▶ _DATA PROVIDED_:

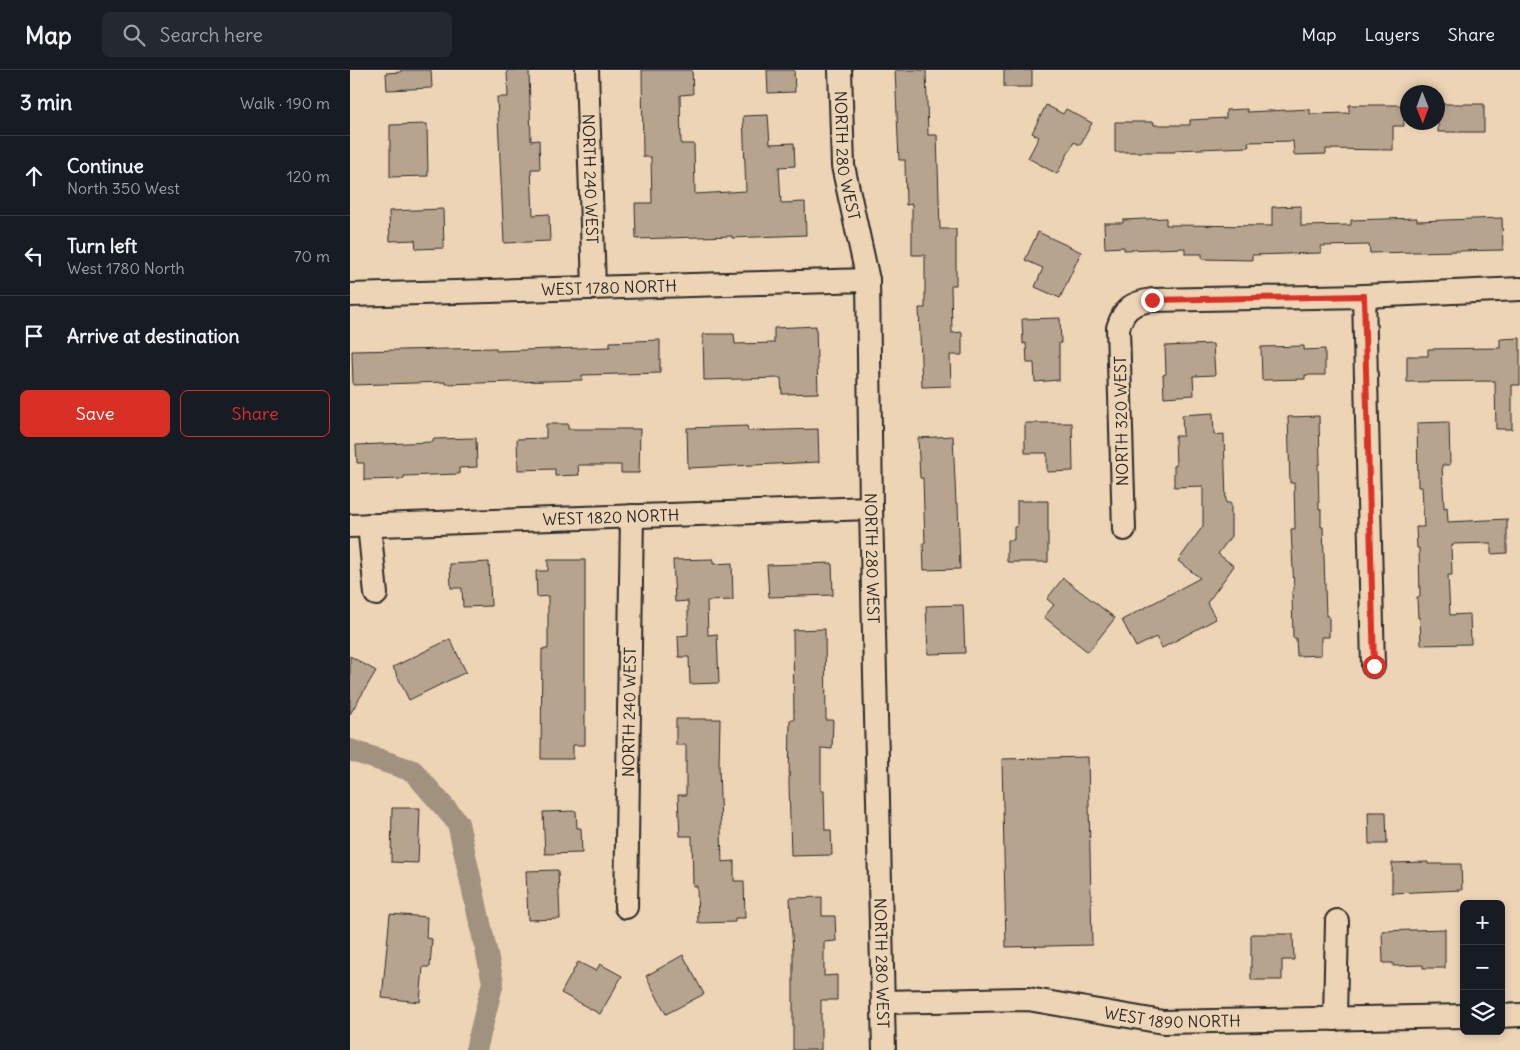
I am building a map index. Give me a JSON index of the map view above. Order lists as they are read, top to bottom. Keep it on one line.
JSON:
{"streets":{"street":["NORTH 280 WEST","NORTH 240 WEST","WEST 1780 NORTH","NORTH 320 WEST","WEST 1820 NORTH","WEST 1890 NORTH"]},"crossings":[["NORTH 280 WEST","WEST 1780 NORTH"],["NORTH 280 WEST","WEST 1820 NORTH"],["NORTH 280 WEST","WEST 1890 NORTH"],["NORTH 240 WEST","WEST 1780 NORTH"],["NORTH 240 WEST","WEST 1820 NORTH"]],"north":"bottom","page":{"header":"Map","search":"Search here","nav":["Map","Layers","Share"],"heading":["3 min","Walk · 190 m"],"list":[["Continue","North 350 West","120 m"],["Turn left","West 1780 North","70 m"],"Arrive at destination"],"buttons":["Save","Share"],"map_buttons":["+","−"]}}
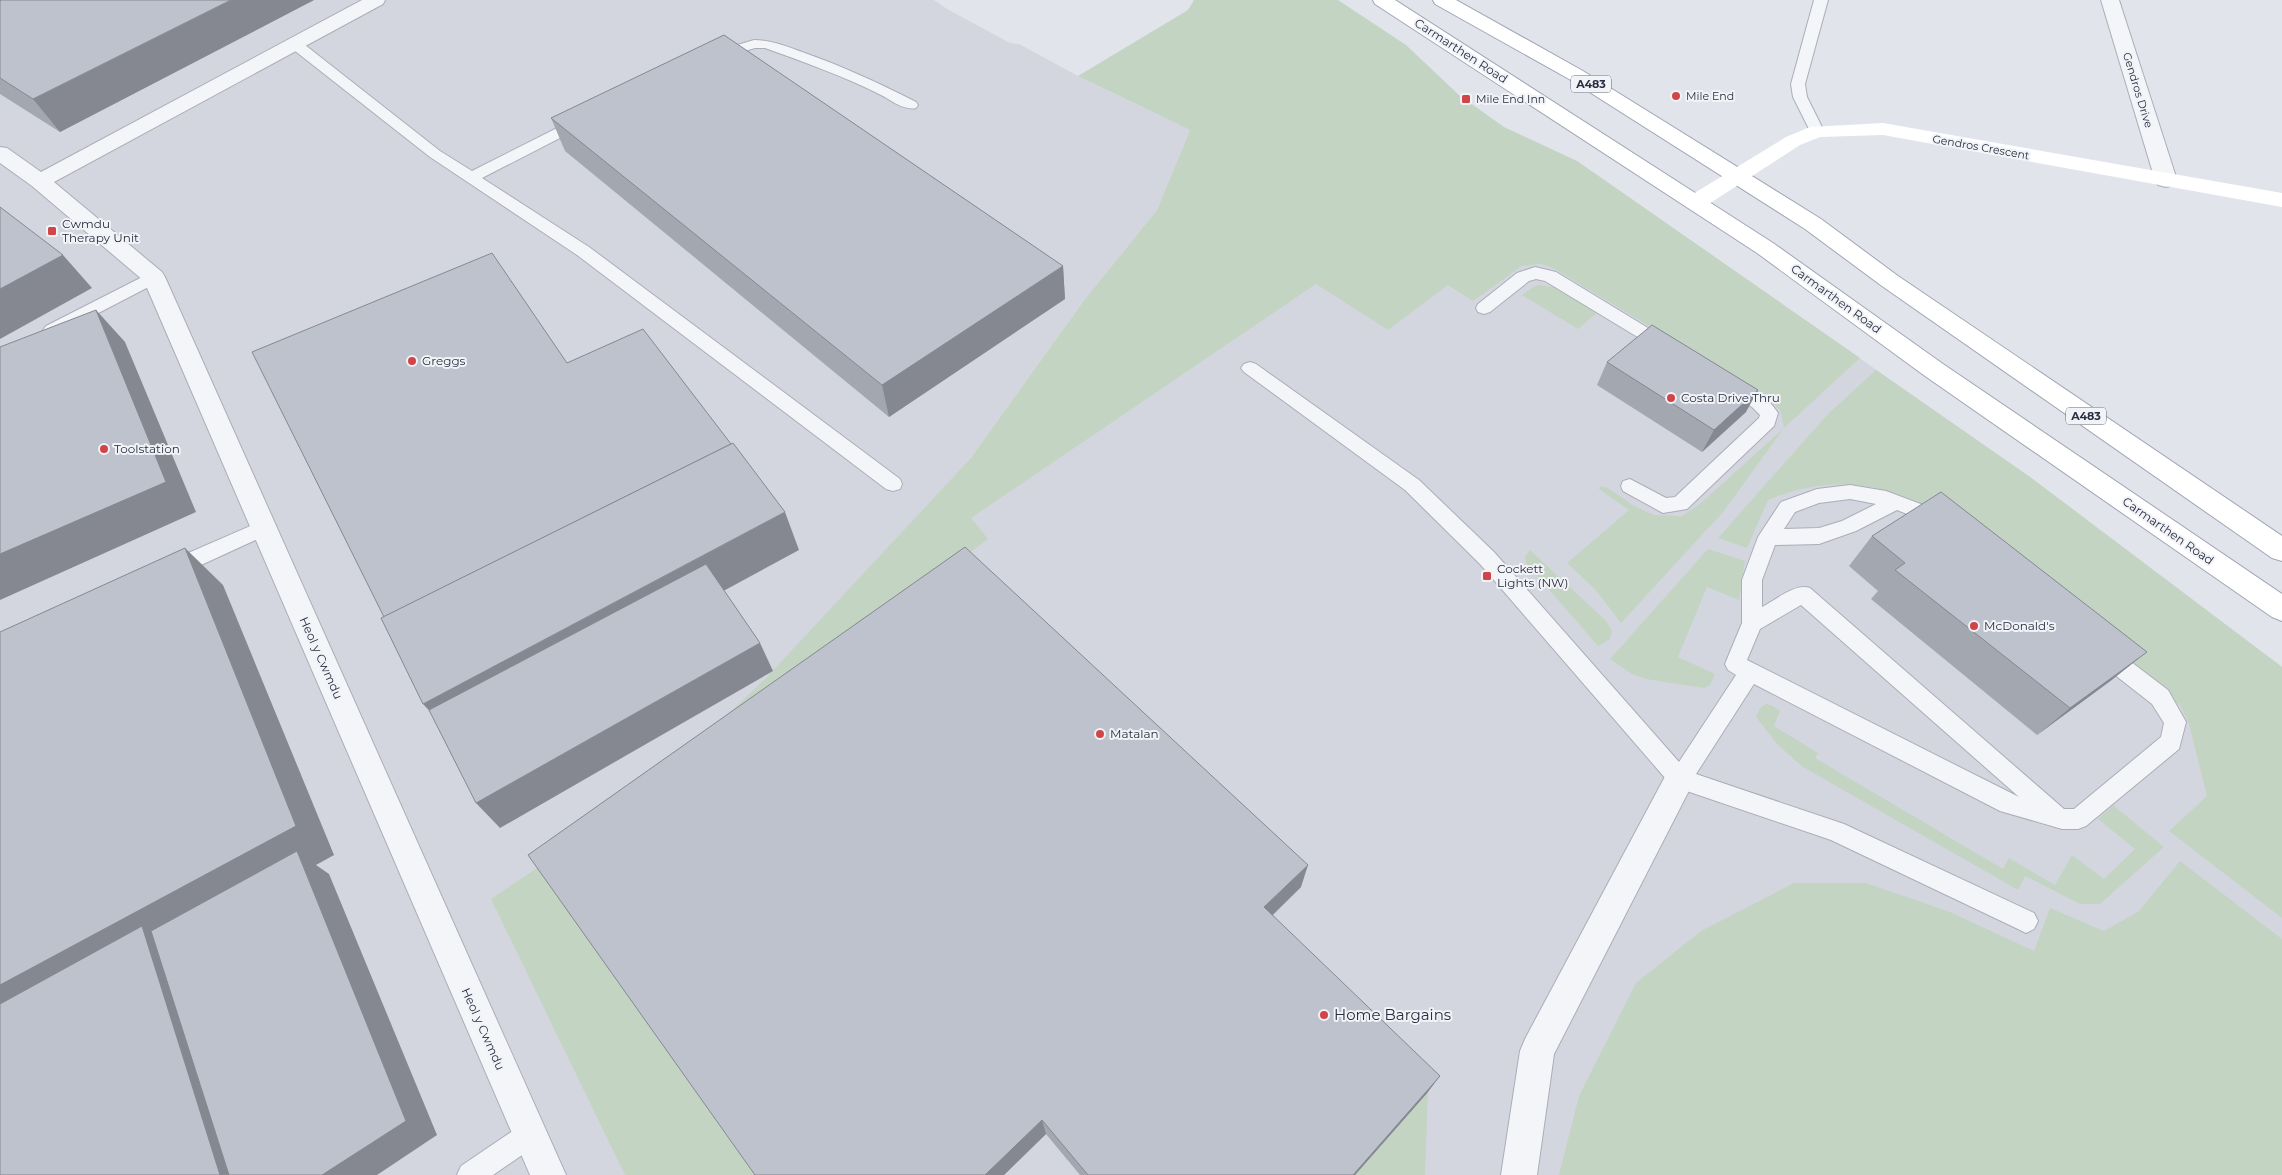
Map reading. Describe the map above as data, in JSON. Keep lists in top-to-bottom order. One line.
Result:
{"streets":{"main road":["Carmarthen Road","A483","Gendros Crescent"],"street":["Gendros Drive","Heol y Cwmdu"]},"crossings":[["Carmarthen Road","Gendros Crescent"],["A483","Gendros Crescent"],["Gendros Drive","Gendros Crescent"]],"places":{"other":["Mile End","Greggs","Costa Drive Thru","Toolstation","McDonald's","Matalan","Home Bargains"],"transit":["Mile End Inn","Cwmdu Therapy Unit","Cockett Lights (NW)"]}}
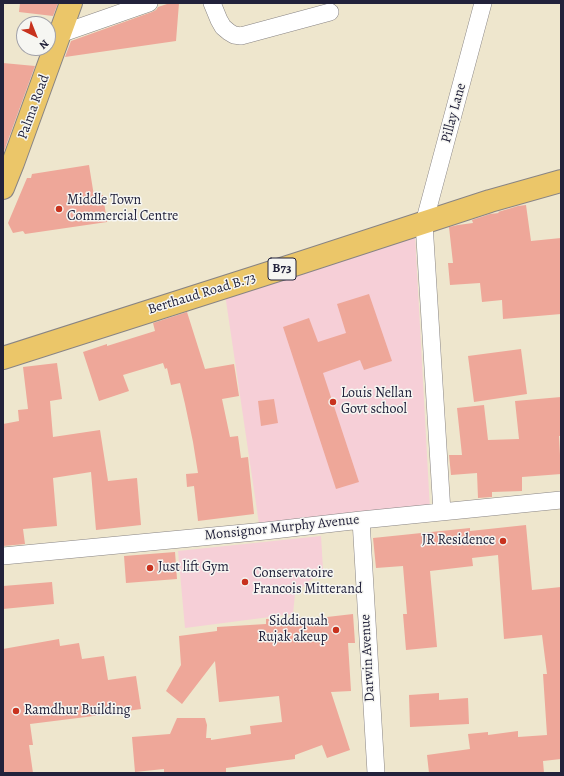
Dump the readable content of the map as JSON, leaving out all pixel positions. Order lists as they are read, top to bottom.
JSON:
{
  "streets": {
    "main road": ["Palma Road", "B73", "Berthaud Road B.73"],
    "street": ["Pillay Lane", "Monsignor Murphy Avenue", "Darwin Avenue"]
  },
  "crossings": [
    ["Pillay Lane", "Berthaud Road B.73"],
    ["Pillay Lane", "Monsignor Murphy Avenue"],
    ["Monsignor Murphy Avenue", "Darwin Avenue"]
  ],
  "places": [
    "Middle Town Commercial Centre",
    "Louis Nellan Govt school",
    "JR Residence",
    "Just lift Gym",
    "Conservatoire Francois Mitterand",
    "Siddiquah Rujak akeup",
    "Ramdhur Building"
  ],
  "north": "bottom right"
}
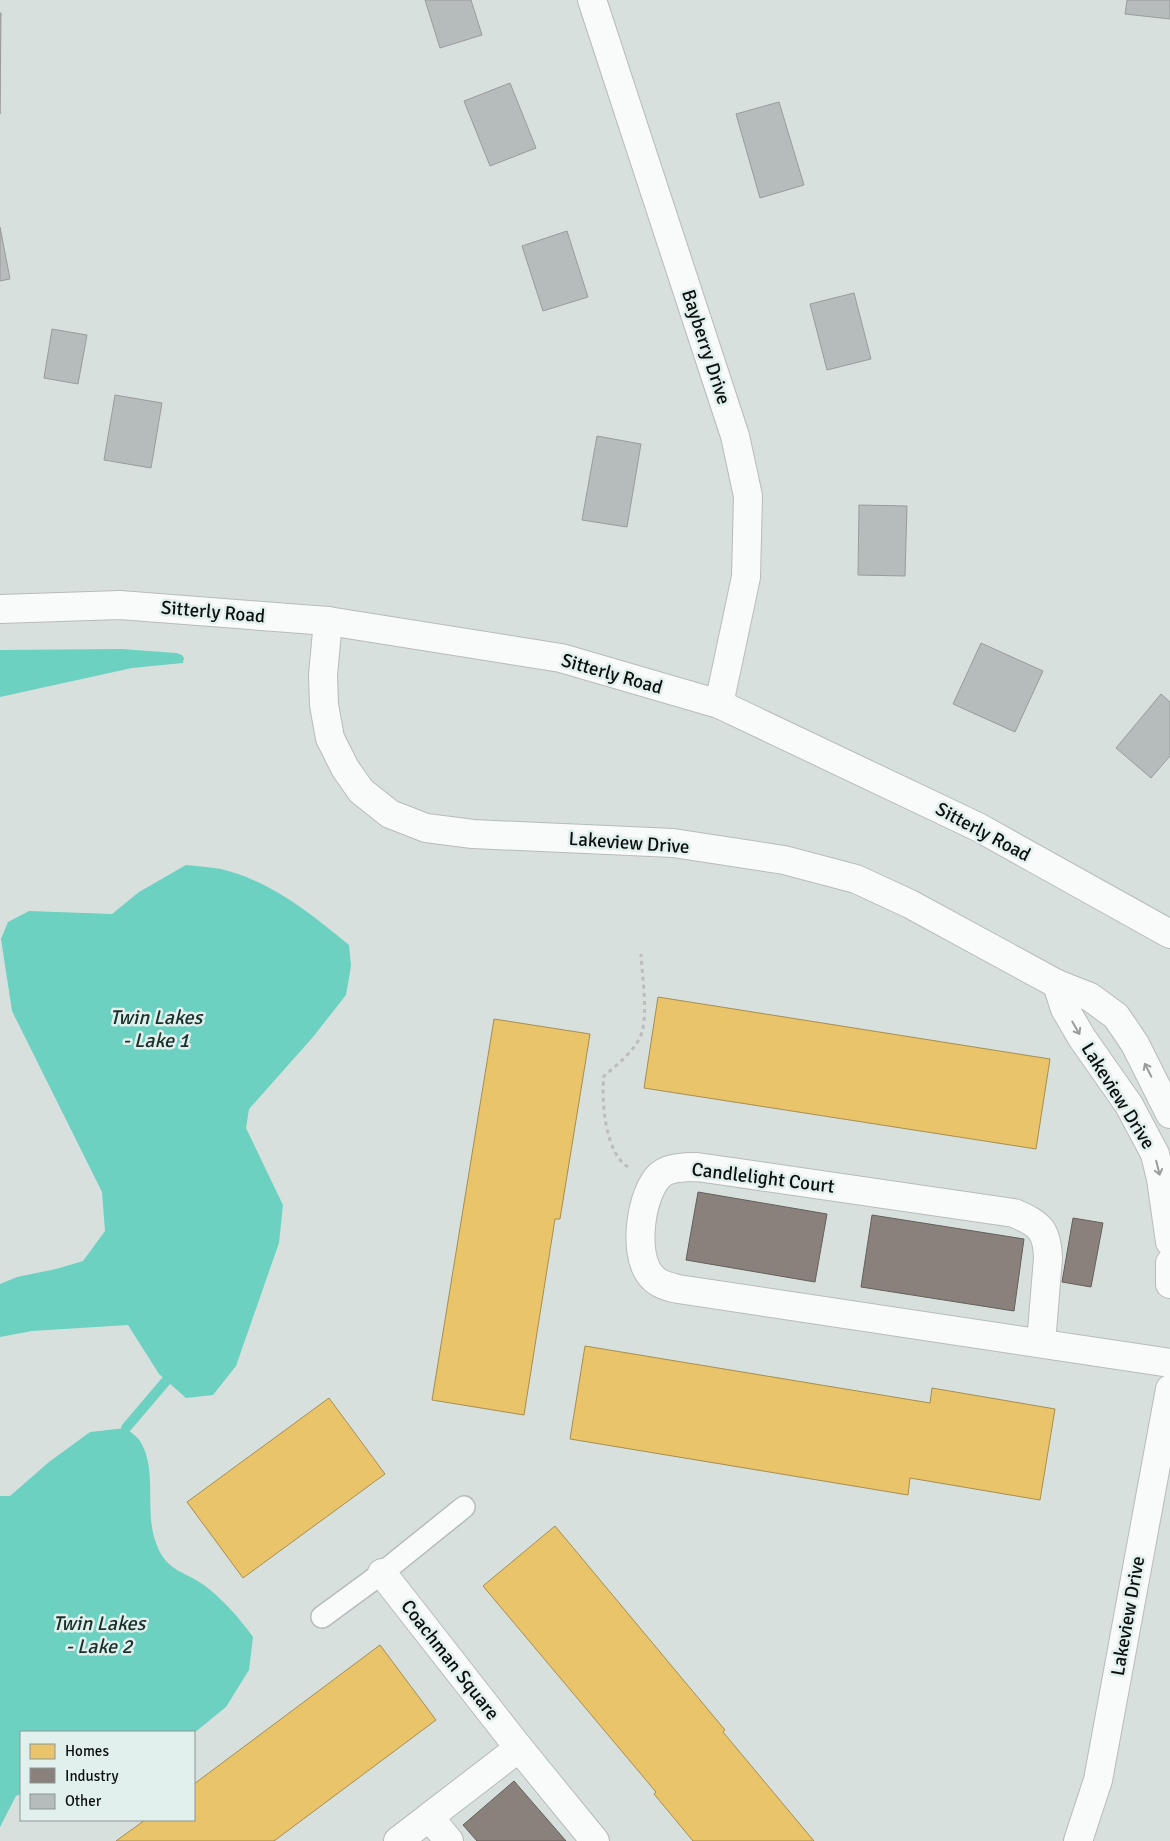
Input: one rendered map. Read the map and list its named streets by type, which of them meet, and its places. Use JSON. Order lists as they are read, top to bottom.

▶ _DIRECTIONS FOR THIS TASK_:
The stretch to restate runs from the line above containing "Map reading. Describe" through the line containing "Dump the readable". Copy it word for word, ends included, without pictures.

▶ _COMPLETED EXERCISE_:
Map reading. Describe the map above as data, in JSON. Keep lists in top-to-bottom order. One line.
Result:
{"streets":{"main road":["Carmarthen Road","A483","Gendros Crescent"],"street":["Gendros Drive","Heol y Cwmdu"]},"crossings":[["Carmarthen Road","Gendros Crescent"],["A483","Gendros Crescent"],["Gendros Drive","Gendros Crescent"]],"places":{"other":["Mile End","Greggs","Costa Drive Thru","Toolstation","McDonald's","Matalan","Home Bargains"],"transit":["Mile End Inn","Cwmdu Therapy Unit","Cockett Lights (NW)"]}}
Dump the readable content of the map as JSON, leaving out all pixel positions. Order lists as they are read, top to bottom.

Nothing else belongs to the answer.